String string = "A really COOL string";
string = string.replaceAll("[AaEeIiOoUu]", "");
System.out.println(string);

This will apply the regular expression, [AaEeIiOoUu]to string. This expression will match all vowels in the character group [AaEeIiOoUu]and replace them with ""empty string.

这会将正则表达式[AaEeIiOoUu]应用于string. 此表达式将匹配字符组中的所有元音[AaEeIiOoUu]并将它们替换为""空字符串。

 String str= "Your String";
 str= str.replaceAll("[AEIOUaeiou]", "");
 System.out.println(str);

You've got a lotof syntax errors.

你有很多语法错误。

• boolean isVowel(char c);- not sure what you're doing with this. if you want it as a separate method, separate it out (and don't place a semicolon after it, which would be invalid syntax.

• else if ifis invalid syntax. If you're doing an else if, then you only need the one if.

• Even if the code would compile, for (int z = 0; z <= l; z++)will cause you to step off of the String. Remove the <=in favor of <.
• isVowel == "false"is never going to work. You're comparing a String to a boolean. You want !isVowelinstead.

• boolean isVowel(char c);- 不确定你在做什么。如果你想把它作为一个单独的方法，把它分开（不要在它后面放分号，这将是无效的语法。

• else if if是无效的语法。如果你正在做一个else if，那么你只需要一个if。

• 即使代码会编译，for (int z = 0; z <= l; z++)也会导致您离开字符串。删除<=支持<.
• isVowel == "false"永远不会工作。您正在将字符串与布尔值进行比较。你想要!isVowel。

Putting the syntax errors aside, think of it like this.

抛开语法错误，这样想。

• You have a string that contains vowels. You wish to have a string that doesn't contain vowels.
• The most straightforward approach is to iterate over the String, placing all non-vowel characters into a separate String, which you then return.

• 您有一个包含元音的字符串。您希望有一个不包含元音的字符串。
• 最直接的方法是遍历字符串，将所有非元音字符放入一个单独的字符串中，然后返回该字符串。

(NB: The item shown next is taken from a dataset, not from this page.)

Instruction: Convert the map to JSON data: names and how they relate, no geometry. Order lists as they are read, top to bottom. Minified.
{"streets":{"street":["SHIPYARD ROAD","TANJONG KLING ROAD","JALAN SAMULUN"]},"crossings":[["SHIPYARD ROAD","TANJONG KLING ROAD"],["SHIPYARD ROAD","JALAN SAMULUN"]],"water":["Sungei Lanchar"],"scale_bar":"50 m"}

Interestingly enough, the half-method you have there can accomplish the logic of determining whether something is or isn't a vowel. Extract that to its own method. Then, call itin your other method. Do take into account capital letters though.

有趣的是，您在那里使用的半方法可以完成确定某事物是否为元音的逻辑。将其提取到它自己的方法中。然后，在您的其他方法中调用它。不过要考虑大写字母。

I leave the rest as an exercise to the reader.

我把剩下的留给读者作为练习。

You could try something like this:

你可以尝试这样的事情：

public static String removeVowels(final String string){
    final String vowels = "AaEeIiOoUu";
    final StringBuilder builder = new StringBuilder();
    for(final char c : string.toCharArray())
        if(vowels.indexOf(c) < 0)
            builder.append(c);
    return builder.toString();
}

Here is your code, without changing any logic, but unscrambling the isVowel method:

这是您的代码，没有更改任何逻辑，但对 isVowel 方法进行了解读：

public String disemvowel(String s) {

    // Removed the "isVowel" method from here and moved it below

    String notVowel = "";
    int l = s.length();
    for (int z = 0; z <= l; z++) {
        // Note that the "isVowel" method has not been called.
        // And note that, when called, isVowel returns a boolean, not a String.
        // (And note that, as a general rule, you should not compare strings with "==".)
        // So this area needs a lot of work, but we'll start with this
        boolean itIsAVowel = isVowel(s.charAt(z));
        // (I made the variable name "itIsAVowel" to emphasize that it's name has nothing to do with the method name.
        // You can make it "isVowel" -- the same as the method -- but that does not in any way change the function.)
        // Now take it from there...
        if (isVowel == "false") {
            char x = s.charAt(z);
            notVowel = notVowel + x;
        }
    }
    return notVowel;
}

// You had this line ending with ";"
boolean isVowel(char c) {
    if (c == 'a') {
        return true;
   // Note that you coded "if if" on the lines below -- there should be only one "if" per line, not two        
    } else if if (c == 'e') {
        return true;
    } else if if (c == 'i') {
        return true;
    } else if if (c == 'o') {
        return true;
    } else if if (c == 'u') {
        return true;
    }
    // You were missing this final return
    return false;
}

(Yes, I know this should be a comment, but you can't put formatted code in a comment.)

（是的，我知道这应该是注释，但是您不能将格式化的代码放在注释中。）